Il est absolument crucial et vital pour notre survie de préserver la biodiversité, c’est-à-dire la diversité des formes de vie. Cette diversité est à la base du fonctionnement des écosystèmes qui nous font vivre. Pour autant, je prône en même temps une écologie centrée sur l’intérêt des individus, qui revient à défendre l’intérêt général. Encore faut-il savoir quels individus ont un intérêt à défendre. Or, les humains ne sont pas les seuls à en avoir. Les animaux non-humains en ont aussi.
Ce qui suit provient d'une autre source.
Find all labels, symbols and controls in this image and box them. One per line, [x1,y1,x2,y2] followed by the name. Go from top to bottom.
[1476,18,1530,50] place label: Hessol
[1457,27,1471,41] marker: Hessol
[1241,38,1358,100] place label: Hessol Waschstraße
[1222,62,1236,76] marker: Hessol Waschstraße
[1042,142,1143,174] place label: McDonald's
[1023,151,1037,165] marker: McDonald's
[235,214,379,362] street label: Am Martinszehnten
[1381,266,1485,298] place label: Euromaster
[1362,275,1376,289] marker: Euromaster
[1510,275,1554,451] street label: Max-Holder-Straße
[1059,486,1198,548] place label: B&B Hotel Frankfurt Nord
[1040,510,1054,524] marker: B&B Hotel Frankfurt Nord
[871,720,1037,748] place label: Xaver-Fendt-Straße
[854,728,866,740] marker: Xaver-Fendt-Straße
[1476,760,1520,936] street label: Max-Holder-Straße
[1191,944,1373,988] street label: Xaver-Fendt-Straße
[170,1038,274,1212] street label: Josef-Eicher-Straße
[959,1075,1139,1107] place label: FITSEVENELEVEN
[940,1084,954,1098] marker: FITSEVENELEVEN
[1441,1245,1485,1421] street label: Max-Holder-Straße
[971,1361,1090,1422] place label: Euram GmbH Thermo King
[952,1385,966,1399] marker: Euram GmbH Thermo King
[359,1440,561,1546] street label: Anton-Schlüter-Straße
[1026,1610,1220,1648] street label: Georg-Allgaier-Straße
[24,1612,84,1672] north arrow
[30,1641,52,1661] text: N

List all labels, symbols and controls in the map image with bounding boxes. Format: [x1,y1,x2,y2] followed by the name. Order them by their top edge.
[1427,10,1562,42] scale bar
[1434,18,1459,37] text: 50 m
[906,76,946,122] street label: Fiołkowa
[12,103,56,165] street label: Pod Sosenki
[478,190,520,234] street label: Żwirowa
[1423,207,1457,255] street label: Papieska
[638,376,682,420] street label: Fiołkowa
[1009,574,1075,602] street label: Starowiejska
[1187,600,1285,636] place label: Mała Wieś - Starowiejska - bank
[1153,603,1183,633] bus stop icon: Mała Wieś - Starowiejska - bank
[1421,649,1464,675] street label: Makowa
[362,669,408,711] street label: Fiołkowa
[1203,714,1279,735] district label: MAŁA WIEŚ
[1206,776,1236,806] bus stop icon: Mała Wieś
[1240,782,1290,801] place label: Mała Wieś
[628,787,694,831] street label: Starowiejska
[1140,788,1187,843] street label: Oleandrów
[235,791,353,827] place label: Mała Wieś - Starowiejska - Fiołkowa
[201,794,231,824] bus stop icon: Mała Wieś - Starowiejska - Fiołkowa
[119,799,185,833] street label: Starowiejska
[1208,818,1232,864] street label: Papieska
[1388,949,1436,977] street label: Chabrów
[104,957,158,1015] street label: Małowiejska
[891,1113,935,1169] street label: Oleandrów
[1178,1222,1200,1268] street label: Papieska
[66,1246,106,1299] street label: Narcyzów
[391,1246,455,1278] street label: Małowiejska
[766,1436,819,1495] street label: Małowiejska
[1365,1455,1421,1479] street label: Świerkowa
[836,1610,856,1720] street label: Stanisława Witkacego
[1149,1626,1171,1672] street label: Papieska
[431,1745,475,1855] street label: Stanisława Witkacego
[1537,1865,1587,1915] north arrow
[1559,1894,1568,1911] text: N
Naturaliste-écologue de formation et profession, il s’avère que dans ce milieu, on se retrouve facilement moqué quand on devient végane et qu’on défend un agneau plutôt que la côtelette. Ces mêmes moqueries que le milieu naturaliste subit quand il défend sa petite mésange.
Il faut sortir au maximum de ces affects et se demander quels individus ont des intérêts. Si le naturaliste défend la mésange pour elle-même, alors il doit défendre aussi l’agneau. S’il défend seulement la mésange, c’est sans doute qu’il défend en réalité son intérêt personnel humain. À savoir un monde où chantent les mésanges, tout en savourant sa côtelette. »
Mr Mondialisation : Dans le livre, l’androsace tient un rôle symbolique dans notre rapport au vivant. Si elle peut disparaître, dans le sens où l’androsace en elle-même n’est pas nécessaire au maintien de la vie sur Terre, elle incarne les sacrifices que nous faisons subir à la nature. Ceux-là même qui, en cascade, nous mènent à une destruction globale des écosystèmes. Une forme de rappel de l’effet papillon ?
Pierre Rigaux : « L’androsace est une plante de montagne menacée par le réchauffement climatique. Ce n’est pas tant sa disparition qui entraînerait un effet papillon, mais les symptômes mêmes de sa disparition. Ils seraient significatifs d’une cause plus grave, qui créerait alors l’effet papillon.
Cette plante, nous devons la protéger en tant que maillon de la biodiversité, sans pour autant protéger un pied pour lui-même. En effet, en tant que plante, un pied d’androsace n’a pas d’intérêt à défendre. Dire le contraire reviendrait à prôner la préservation de chaque laitue, à ne pas couper un pied de salade dans son potager. Défendre l’androsace pour elle-même relève de l’affect.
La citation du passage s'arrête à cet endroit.